Weak US data lifts Pound as economic concerns deepen
Fresh figures from the United States suggest the economy is showing signs of stagnation paired with persistent inflation—a combination that economists refer to as stagflation. In response, the Pound strengthened against the Dollar, with the GBP/USD rate climbing to an interbank high of 1.3610 on Thursday.
This came after a weaker-than-expected update from the Institute for Supply Management (ISM), whose services PMI dropped to 49.9 in May, down from the previous reading by 1.7 points. The figure came in well below forecasts of 52.0 and indicates a slowdown, as any reading under 50 suggests contraction in the sector.
The slowdown appears to be driven largely by a marked decline in new business and flatlining activity—likely linked to prolonged trade-related challenges. At the same time, the report's measure of prices paid continued to rise, suggesting inflationary pressures remain firmly in place. This presents a dilemma for the Federal Reserve, as rising prices make it more difficult to justify interest rate cuts, even as the broader economy loses momentum.

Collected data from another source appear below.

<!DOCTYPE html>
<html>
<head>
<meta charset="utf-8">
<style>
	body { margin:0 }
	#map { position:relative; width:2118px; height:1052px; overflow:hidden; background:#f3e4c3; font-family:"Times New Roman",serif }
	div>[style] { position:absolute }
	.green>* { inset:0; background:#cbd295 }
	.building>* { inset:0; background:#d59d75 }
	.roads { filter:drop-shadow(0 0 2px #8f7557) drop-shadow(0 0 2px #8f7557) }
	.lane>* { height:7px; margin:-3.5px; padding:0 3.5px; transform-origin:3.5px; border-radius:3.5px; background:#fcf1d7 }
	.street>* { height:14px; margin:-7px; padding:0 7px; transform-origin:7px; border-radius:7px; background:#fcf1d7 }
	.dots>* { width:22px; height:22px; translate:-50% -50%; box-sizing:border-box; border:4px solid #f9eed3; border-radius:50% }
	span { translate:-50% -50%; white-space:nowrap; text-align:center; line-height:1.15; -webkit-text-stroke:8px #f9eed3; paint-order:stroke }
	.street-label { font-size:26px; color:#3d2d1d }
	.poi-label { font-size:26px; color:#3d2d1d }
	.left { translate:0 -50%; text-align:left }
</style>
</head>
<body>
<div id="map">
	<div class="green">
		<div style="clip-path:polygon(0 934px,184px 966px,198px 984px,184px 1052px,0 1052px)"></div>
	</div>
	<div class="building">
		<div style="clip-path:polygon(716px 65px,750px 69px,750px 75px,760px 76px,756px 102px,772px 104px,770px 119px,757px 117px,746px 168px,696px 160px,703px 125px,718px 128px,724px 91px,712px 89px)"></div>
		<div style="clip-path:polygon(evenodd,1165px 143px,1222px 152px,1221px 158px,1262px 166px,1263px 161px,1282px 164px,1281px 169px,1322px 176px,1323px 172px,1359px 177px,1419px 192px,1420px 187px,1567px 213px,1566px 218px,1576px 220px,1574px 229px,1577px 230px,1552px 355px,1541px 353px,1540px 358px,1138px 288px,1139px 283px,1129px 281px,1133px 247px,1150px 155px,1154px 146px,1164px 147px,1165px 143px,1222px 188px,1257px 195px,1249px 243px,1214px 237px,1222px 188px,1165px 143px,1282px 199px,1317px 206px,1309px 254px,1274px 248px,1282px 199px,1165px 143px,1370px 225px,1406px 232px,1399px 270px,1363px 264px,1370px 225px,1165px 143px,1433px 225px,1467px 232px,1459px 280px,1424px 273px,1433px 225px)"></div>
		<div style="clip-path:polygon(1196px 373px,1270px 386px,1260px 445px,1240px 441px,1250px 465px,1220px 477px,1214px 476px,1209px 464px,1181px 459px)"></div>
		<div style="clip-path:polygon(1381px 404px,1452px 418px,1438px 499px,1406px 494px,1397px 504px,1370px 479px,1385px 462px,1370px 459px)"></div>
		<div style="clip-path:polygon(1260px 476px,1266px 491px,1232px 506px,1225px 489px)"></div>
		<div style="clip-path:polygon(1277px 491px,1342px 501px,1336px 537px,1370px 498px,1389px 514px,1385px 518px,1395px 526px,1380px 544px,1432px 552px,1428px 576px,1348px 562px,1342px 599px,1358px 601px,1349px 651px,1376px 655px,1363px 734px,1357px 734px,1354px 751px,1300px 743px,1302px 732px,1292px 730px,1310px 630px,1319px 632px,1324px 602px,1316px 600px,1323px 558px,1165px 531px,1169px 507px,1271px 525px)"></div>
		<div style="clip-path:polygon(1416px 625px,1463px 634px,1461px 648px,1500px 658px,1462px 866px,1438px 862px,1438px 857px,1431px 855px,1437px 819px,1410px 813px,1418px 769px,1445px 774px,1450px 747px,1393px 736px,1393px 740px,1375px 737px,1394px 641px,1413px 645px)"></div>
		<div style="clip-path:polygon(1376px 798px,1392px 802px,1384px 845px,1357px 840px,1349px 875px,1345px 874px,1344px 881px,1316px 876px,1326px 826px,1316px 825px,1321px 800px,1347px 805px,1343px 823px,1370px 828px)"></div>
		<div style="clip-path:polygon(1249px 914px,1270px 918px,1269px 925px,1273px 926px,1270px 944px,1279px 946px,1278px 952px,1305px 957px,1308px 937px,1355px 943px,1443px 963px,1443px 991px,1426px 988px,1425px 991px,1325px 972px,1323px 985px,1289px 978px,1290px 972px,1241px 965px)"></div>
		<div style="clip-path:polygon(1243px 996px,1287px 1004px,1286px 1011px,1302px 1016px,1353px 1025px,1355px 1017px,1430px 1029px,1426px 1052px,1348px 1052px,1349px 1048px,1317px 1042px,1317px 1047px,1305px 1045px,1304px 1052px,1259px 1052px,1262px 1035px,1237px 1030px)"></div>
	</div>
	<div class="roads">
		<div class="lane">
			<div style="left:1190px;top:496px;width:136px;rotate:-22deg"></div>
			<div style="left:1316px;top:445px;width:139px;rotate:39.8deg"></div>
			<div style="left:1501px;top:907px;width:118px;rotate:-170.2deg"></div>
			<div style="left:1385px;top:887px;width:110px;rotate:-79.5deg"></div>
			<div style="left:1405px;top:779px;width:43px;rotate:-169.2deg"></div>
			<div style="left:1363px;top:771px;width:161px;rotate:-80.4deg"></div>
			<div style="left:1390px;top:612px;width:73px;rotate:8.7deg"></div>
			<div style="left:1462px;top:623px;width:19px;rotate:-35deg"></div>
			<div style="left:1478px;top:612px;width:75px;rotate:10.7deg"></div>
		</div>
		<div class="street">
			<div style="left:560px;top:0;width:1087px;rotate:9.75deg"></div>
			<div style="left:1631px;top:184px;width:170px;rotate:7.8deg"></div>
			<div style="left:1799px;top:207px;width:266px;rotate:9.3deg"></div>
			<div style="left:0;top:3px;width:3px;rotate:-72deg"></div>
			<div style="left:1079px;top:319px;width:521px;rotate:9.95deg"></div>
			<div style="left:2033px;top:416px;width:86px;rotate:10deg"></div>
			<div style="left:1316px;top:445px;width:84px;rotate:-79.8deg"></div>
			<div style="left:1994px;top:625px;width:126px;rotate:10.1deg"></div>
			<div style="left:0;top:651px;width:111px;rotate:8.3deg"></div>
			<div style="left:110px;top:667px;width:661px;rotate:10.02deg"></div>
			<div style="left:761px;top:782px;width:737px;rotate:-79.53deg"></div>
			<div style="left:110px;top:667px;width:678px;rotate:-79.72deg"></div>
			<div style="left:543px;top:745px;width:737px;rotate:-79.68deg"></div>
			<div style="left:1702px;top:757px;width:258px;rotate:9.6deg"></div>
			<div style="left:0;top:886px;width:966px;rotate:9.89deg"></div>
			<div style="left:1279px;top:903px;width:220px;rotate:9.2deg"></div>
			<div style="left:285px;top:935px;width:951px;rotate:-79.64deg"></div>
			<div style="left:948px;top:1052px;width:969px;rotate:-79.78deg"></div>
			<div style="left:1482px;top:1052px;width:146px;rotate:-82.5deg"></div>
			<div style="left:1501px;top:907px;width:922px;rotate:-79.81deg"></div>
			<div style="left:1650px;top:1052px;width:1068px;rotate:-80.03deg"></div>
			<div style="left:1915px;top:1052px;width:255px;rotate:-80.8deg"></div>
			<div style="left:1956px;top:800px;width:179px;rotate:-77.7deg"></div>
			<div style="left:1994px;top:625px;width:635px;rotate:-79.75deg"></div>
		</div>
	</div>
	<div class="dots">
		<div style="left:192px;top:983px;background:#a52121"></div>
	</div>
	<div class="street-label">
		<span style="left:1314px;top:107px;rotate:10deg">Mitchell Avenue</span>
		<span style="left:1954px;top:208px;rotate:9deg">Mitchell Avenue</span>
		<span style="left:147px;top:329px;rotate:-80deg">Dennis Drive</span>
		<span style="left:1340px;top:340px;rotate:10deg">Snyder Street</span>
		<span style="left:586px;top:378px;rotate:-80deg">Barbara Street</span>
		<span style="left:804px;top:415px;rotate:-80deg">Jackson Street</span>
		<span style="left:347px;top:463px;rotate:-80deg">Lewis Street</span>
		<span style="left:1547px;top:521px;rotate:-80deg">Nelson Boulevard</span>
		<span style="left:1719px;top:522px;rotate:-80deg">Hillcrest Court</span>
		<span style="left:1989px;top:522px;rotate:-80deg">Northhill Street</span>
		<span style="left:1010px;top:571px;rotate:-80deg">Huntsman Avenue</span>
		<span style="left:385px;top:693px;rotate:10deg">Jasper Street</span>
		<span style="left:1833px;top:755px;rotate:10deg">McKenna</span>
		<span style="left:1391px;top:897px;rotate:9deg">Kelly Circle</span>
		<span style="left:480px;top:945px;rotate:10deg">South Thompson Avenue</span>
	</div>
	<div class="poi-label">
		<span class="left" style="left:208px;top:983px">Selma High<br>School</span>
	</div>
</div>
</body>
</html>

Compounding concerns was a separate employment update released on Thursday. The ADP private payrolls report showed just 37,000 jobs were added in May—the weakest result in more than two years and well below the 115,000 anticipated by analysts.
All eyes now turn to Friday's official labour market report. Should that data also disappoint, the Dollar may weaken further, potentially pushing GBP/USD to fresh highs for the year.

Euro strengthens as ECB signals rate cuts may be nearing an end
The euro gained ground following fresh comments from the European Central Bank, which hinted that its cycle of interest rate reductions could soon draw to a close.
President Christine Lagarde announced on Thursday that the ECB had cut its key policy rate by 25 basis points to 2.0%. However, she also suggested this could be one of the final moves in the current easing phase, indicating that borrowing costs may now be appropriately aligned with the economic outlook.
“We are in a good place,” said Lagarde, implying little urgency for further action. Her remarks have cast doubt on expectations for additional reductions, with some economists now questioning whether a further cut to 1.75% is still likely.
The euro showed resilience in the face of the actual rate cut, as markets appeared more focused on the ECB's downgraded forecasts for inflation and growth. Yet it was Lagarde’s press conference that appeared to shift sentiment more decisively. Investors responded by adjusting their expectations, with money markets now anticipating no more than one further cut before the end of the year.
As a result, the euro-to-dollar exchange rate rose to 1.1476, edging closer to the 1.15 mark. The euro also moved higher against the pound, recording a daily increase of 0.13% and reaching 0.8436, while the pound-to-euro rate slipped to 1.1852.
In a noteworthy aside, one member of the ECB’s Governing Council expressed a differing view—though details remain limited for now.